==== Dataset records

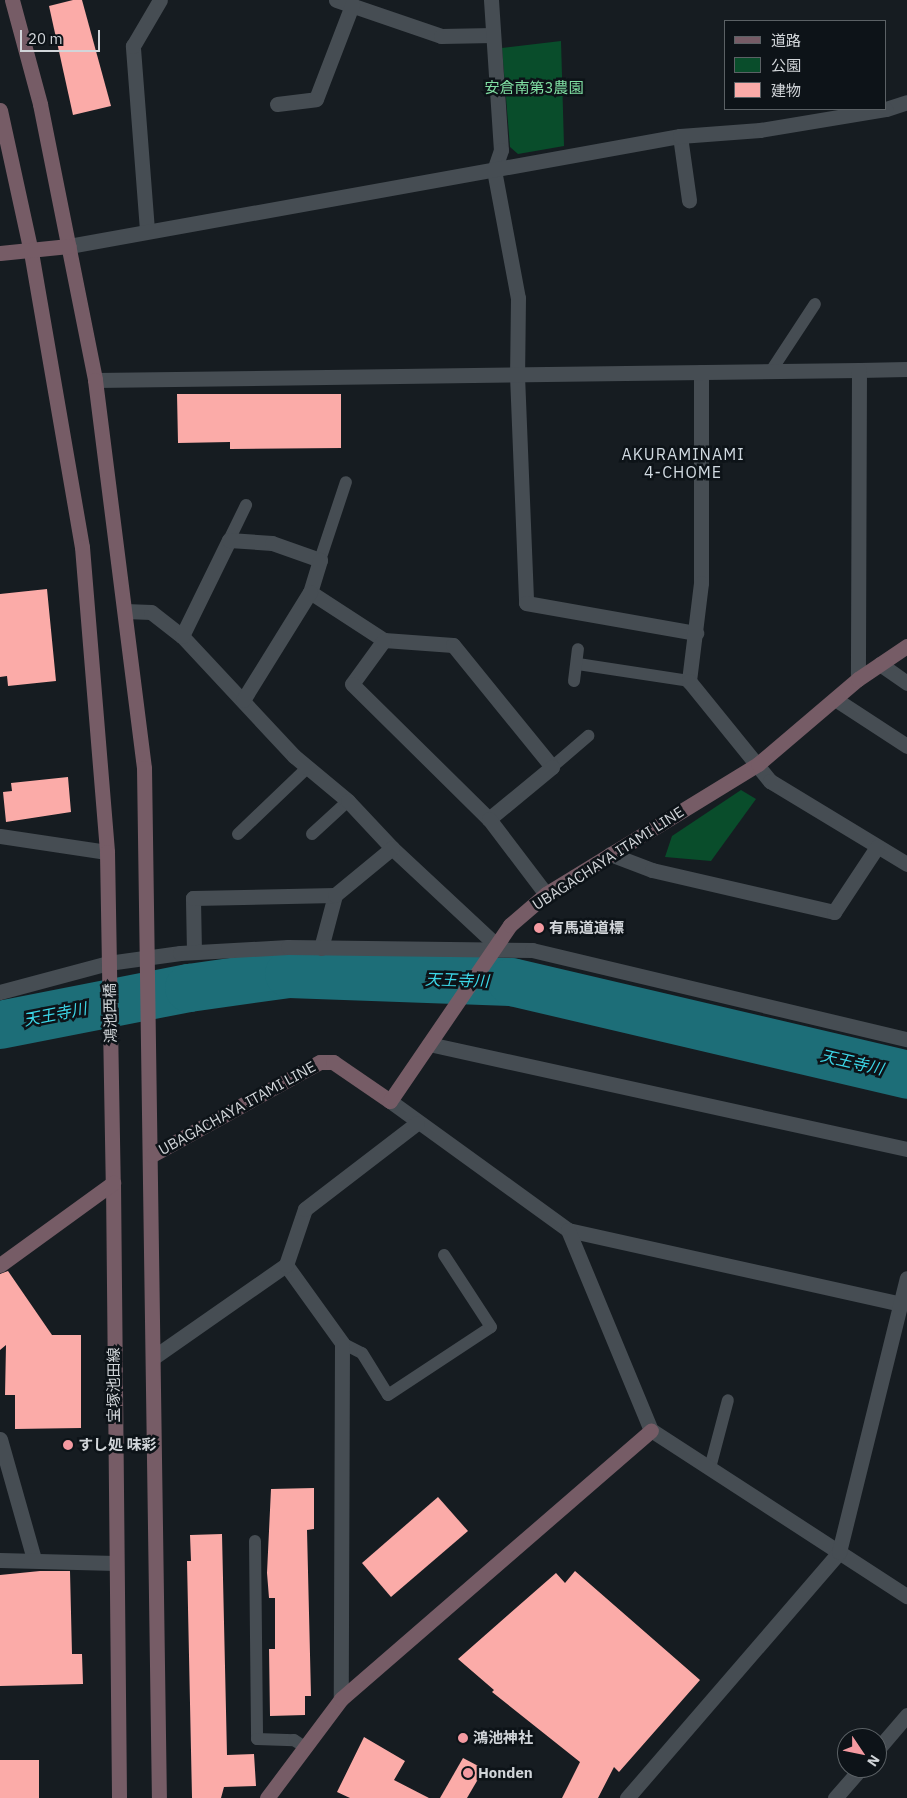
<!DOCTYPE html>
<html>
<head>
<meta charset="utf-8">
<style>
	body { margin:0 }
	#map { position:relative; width:907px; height:1798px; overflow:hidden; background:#161c21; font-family:"IBM Plex Sans","Noto Sans JP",sans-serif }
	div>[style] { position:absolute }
	.green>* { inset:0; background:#094d2b }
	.river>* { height:48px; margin:-24px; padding:0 24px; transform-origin:24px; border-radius:24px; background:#1d6e78 }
	.building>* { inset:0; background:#fbaba8 }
	.lane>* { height:12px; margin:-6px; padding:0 6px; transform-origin:6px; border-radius:6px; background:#464d53 }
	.street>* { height:15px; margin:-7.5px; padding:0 7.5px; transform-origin:7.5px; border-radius:7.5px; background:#464d53 }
	.secondary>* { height:15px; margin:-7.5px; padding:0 7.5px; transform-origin:7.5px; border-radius:7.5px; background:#765c66 }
	.dots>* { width:14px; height:14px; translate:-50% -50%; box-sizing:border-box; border:2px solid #0d1318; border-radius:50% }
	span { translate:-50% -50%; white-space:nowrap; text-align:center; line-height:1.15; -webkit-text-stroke:5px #0d1318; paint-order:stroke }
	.park-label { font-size:15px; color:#80dfa3 }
	.street-label { font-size:15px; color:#d1d5d9 }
	.poi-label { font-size:15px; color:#d1d5d9; font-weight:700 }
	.left { translate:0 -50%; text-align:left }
	.neighbourhood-label { font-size:16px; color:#d1dae1; letter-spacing:1px }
	.water-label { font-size:16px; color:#3cd6e7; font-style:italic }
	.legend { position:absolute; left:724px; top:20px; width:162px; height:90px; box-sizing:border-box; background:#0d1318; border:1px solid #5b6165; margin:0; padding:6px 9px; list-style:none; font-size:15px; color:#d1d5d9 }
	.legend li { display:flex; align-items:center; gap:10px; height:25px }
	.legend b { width:25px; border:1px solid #5b6165 }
	.north { position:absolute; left:837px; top:1728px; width:50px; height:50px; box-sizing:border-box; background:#0d1318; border:1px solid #5b6165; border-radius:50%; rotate:124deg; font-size:14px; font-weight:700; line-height:20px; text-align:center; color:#d1d5d9 }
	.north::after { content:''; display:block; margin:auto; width:18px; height:22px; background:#f49aa1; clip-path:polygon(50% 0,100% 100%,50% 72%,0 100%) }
	.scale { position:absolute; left:20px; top:30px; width:80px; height:22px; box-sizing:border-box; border:2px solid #d1d5d9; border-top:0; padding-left:6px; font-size:15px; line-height:18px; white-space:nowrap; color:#d1d5d9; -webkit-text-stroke:4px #0d1318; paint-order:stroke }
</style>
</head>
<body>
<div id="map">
	<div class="green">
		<i style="clip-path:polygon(561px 41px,564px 146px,518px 154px,510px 147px,502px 48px)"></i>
		<i style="clip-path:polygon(741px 790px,756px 799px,711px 861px,665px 857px,672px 836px)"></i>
	</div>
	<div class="river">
		<i style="left:0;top:1025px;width:193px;rotate:-11.1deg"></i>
		<i style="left:189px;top:988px;width:101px;rotate:-8deg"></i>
		<i style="left:289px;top:974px;width:223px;rotate:2.1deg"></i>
		<i style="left:512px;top:982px;width:406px;rotate:13.2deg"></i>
	</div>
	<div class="building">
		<i style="clip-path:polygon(73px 0,82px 0,111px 106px,73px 115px,49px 6px)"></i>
		<i style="clip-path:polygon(177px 394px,341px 394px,341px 448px,230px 449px,230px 442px,178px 443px)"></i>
		<i style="clip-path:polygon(47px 589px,56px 681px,8px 686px,7px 676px,0 677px,0 594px)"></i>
		<i style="clip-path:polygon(68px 777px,71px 812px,6px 822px,3px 792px,12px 791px,11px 783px)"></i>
		<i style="clip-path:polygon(8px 1271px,52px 1335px,81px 1335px,81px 1428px,15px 1429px,15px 1395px,5px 1395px,6px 1345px,0 1350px,0 1274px)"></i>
		<i style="clip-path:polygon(314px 1488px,314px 1529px,307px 1530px,311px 1696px,305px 1696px,305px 1715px,270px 1716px,269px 1649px,275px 1649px,275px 1598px,269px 1598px,267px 1573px,271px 1489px)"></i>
		<i style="clip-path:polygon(438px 1497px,468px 1531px,391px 1597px,362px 1563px)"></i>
		<i style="clip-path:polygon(222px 1534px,227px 1755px,254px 1754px,256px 1786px,224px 1787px,221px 1798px,192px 1798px,187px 1561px,191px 1561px,190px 1535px)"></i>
		<i style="clip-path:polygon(40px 1571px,70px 1571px,72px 1654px,82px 1654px,83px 1684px,0 1686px,0 1575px)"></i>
		<i style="clip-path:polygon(575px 1571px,700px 1680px,619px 1772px,614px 1767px,598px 1798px,562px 1798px,580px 1762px,492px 1692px,494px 1690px,458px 1659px,556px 1573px,565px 1583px)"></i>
		<i style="clip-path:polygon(364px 1737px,405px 1761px,394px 1780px,429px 1798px,350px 1798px,337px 1792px)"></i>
		<i style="clip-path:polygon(463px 1758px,484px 1769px,467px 1798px,440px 1798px)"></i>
		<i style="clip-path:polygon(0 1760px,39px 1760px,39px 1798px,0 1798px)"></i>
	</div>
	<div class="lane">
		<i style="left:771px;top:371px;width:80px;rotate:-56.7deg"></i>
		<i style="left:229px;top:540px;width:39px;rotate:-64deg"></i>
		<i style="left:320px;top:560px;width:82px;rotate:-71.6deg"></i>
		<i style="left:578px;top:664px;width:112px;rotate:8.7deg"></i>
		<i style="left:574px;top:681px;width:32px;rotate:-83deg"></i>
		<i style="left:552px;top:767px;width:48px;rotate:-40.7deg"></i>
		<i style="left:238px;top:834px;width:95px;rotate:-43.7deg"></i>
		<i style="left:312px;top:834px;width:49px;rotate:-42.5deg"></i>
		<i style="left:342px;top:1343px;width:22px;rotate:27deg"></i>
		<i style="left:362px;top:1353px;width:49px;rotate:58.2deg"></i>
		<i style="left:388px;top:1395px;width:123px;rotate:-33.4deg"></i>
		<i style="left:491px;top:1327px;width:86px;rotate:-123.1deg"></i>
		<i style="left:710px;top:1468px;width:70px;rotate:-75.2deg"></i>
		<i style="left:255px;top:1541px;width:198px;rotate:89.4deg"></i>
		<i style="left:257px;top:1739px;width:37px;rotate:2deg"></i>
		<i style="left:294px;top:1740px;width:14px;rotate:34deg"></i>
	</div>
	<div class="street">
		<i style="left:336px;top:0;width:111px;rotate:18.9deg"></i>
		<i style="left:441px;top:36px;width:52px;rotate:-1.1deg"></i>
		<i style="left:491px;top:0;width:150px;rotate:86.2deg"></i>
		<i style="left:501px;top:150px;width:21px;rotate:109deg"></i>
		<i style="left:494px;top:170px;width:130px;rotate:79.4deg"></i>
		<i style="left:518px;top:298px;width:77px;rotate:90.7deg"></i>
		<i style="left:517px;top:375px;width:228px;rotate:87.7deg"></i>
		<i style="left:526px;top:603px;width:173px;rotate:10deg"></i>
		<i style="left:277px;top:104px;width:39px;rotate:-7deg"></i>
		<i style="left:316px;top:99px;width:101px;rotate:-69deg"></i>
		<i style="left:886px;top:109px;width:22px;rotate:-18deg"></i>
		<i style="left:680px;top:136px;width:65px;rotate:82deg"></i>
		<i style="left:147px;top:230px;width:185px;rotate:-94.4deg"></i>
		<i style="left:133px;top:46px;width:53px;rotate:-59.6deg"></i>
		<i style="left:69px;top:246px;width:621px;rotate:-10.21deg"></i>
		<i style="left:680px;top:136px;width:80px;rotate:-4.3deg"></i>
		<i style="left:760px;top:130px;width:127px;rotate:-9.5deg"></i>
		<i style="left:859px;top:370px;width:48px;rotate:-1.2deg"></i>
		<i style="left:701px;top:372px;width:211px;rotate:90deg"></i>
		<i style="left:701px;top:583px;width:99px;rotate:97deg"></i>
		<i style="left:689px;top:681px;width:129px;rotate:51deg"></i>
		<i style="left:770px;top:781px;width:160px;rotate:31.2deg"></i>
		<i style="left:95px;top:380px;width:764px;rotate:-0.75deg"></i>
		<i style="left:859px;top:370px;width:309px;rotate:90.2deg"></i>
		<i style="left:310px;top:592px;width:88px;rotate:33deg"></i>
		<i style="left:384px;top:640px;width:69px;rotate:4.1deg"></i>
		<i style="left:453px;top:645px;width:157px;rotate:50.9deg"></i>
		<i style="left:552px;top:767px;width:82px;rotate:140.5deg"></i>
		<i style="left:125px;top:611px;width:26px;rotate:2deg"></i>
		<i style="left:151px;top:612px;width:39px;rotate:38deg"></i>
		<i style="left:182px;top:636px;width:164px;rotate:47deg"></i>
		<i style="left:294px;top:756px;width:70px;rotate:39.8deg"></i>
		<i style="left:348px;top:801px;width:64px;rotate:46.9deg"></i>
		<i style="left:392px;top:848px;width:142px;rotate:43deg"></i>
		<i style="left:182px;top:636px;width:107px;rotate:-63.9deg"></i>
		<i style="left:229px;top:540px;width:43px;rotate:4deg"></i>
		<i style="left:272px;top:543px;width:51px;rotate:19.5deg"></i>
		<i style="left:320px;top:560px;width:34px;rotate:107deg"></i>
		<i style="left:310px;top:592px;width:127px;rotate:121.8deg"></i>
		<i style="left:384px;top:640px;width:54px;rotate:126deg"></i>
		<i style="left:352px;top:684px;width:192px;rotate:44.6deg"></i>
		<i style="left:489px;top:819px;width:94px;rotate:52.8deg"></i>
		<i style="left:880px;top:664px;width:33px;rotate:35deg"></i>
		<i style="left:835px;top:699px;width:86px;rotate:33.1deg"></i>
		<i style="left:0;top:836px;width:108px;rotate:8.5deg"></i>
		<i style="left:610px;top:854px;width:45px;rotate:20.9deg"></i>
		<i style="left:652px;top:870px;width:187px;rotate:13deg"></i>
		<i style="left:834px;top:912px;width:78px;rotate:-56.5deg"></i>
		<i style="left:321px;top:948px;width:55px;rotate:-75.2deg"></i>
		<i style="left:194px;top:952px;width:54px;rotate:-91.1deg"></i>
		<i style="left:193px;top:898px;width:142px;rotate:-1.2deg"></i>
		<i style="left:335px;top:895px;width:74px;rotate:-39.5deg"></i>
		<i style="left:0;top:992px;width:112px;rotate:-15deg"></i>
		<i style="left:108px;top:963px;width:73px;rotate:-7.9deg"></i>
		<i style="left:180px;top:953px;width:108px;rotate:-3.2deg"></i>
		<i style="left:288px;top:947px;width:244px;rotate:0.7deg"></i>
		<i style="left:532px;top:950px;width:385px;rotate:13.4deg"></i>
		<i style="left:429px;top:1044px;width:489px;rotate:12.4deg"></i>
		<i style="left:390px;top:1101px;width:220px;rotate:35.9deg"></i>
		<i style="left:568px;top:1230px;width:341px;rotate:12.5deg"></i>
		<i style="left:568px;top:1230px;width:217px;rotate:67.5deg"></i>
		<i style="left:651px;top:1430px;width:305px;rotate:33deg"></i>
		<i style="left:286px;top:1265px;width:96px;rotate:54.3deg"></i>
		<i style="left:342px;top:1343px;width:356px;rotate:90.2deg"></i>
		<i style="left:154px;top:1357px;width:161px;rotate:-34.9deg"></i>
		<i style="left:286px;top:1265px;width:59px;rotate:-71.3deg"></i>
		<i style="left:305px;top:1209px;width:141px;rotate:-37.5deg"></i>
		<i style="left:0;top:1439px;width:125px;rotate:74.2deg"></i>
		<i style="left:0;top:1560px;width:115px;rotate:1.5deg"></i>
		<i style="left:877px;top:1750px;width:46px;rotate:-49.4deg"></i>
		<i style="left:627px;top:1798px;width:325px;rotate:-49.2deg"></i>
		<i style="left:839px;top:1552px;width:282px;rotate:-76.1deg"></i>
		<i style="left:835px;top:1798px;width:40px;rotate:-49deg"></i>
	</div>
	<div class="secondary">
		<i style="left:12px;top:0;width:108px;rotate:74.9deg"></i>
		<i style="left:40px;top:104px;width:281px;rotate:78.7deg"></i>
		<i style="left:95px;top:380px;width:391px;rotate:82.8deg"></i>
		<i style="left:144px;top:768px;width:1030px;rotate:89.17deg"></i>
		<i style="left:0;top:110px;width:145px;rotate:77.7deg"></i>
		<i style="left:31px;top:252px;width:299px;rotate:80.2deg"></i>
		<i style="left:82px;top:547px;width:306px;rotate:85.3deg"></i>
		<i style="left:107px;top:852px;width:331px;rotate:89deg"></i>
		<i style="left:113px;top:1183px;width:615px;rotate:89.44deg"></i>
		<i style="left:0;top:253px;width:69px;rotate:-5.8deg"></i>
		<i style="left:152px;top:1155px;width:192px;rotate:-29deg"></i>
		<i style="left:320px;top:1062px;width:13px"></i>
		<i style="left:333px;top:1062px;width:69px;rotate:34.4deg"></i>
		<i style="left:390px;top:1101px;width:213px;rotate:-55.7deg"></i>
		<i style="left:510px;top:925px;width:48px;rotate:-40.7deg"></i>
		<i style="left:546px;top:894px;width:249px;rotate:-31.5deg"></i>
		<i style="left:758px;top:764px;width:131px;rotate:-40.4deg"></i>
		<i style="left:858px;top:679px;width:59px;rotate:-34deg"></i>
		<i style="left:0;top:1265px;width:140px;rotate:-36deg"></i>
		<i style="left:267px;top:1798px;width:124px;rotate:-53.2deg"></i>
		<i style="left:341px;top:1699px;width:410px;rotate:-40.9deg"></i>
	</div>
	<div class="dots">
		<i style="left:539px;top:928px;background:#f49aa1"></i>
		<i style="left:68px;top:1445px;background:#f49aa1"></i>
		<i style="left:463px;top:1738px;background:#f49aa1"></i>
		<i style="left:468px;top:1773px;background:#f49aa1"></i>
	</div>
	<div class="park-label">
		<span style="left:534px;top:88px">安倉南第3農園</span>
	</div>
	<div class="street-label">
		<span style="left:608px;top:858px;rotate:-33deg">UBAGACHAYA ITAMI LINE</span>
		<span style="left:110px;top:1013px;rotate:-91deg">鴻池西橋</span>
		<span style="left:237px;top:1108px;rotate:-29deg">UBAGACHAYA ITAMI LINE</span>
		<span style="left:114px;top:1385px;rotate:-90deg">宝塚池田線</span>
	</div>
	<div class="poi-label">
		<span class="left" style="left:549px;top:928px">有馬道道標</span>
		<span class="left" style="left:78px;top:1445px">すし処 味彩</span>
		<span class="left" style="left:473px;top:1738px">鴻池神社</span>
		<span class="left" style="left:478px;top:1773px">Honden</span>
	</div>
	<div class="neighbourhood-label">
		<span style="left:683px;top:463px">AKURAMINAMI<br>4-CHOME</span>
	</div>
	<div class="water-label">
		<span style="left:457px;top:980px;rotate:2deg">天王寺川</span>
		<span style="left:55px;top:1014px;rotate:-11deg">天王寺川</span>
		<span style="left:852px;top:1062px;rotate:13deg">天王寺川</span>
	</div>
	<ul class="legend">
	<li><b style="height:6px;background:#765c66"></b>道路</li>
	<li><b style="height:14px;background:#094d2b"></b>公園</li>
	<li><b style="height:14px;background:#fbaba8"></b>建物</li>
	</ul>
	<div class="north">N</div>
	<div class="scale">20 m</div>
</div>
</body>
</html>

========

§ **To do**
Your reply is to repeat, unchanged, the lines above running from the one with "content:''; display:block; margin:auto;" up to and including the one with "position:absolute; left:20px; top:30px;".

§ **Result for this exercise**
	.north::after { content:''; display:block; margin:auto; width:18px; height:22px; background:#f49aa1; clip-path:polygon(50% 0,100% 100%,50% 72%,0 100%) }
	.scale { position:absolute; left:20px; top:30px; width:80px; height:22px; box-sizing:border-box; border:2px solid #d1d5d9; border-top:0; padding-left:6px; font-size:15px; line-height:18px; white-space:nowrap; color:#d1d5d9; -webkit-text-stroke:4px #0d1318; paint-order:stroke }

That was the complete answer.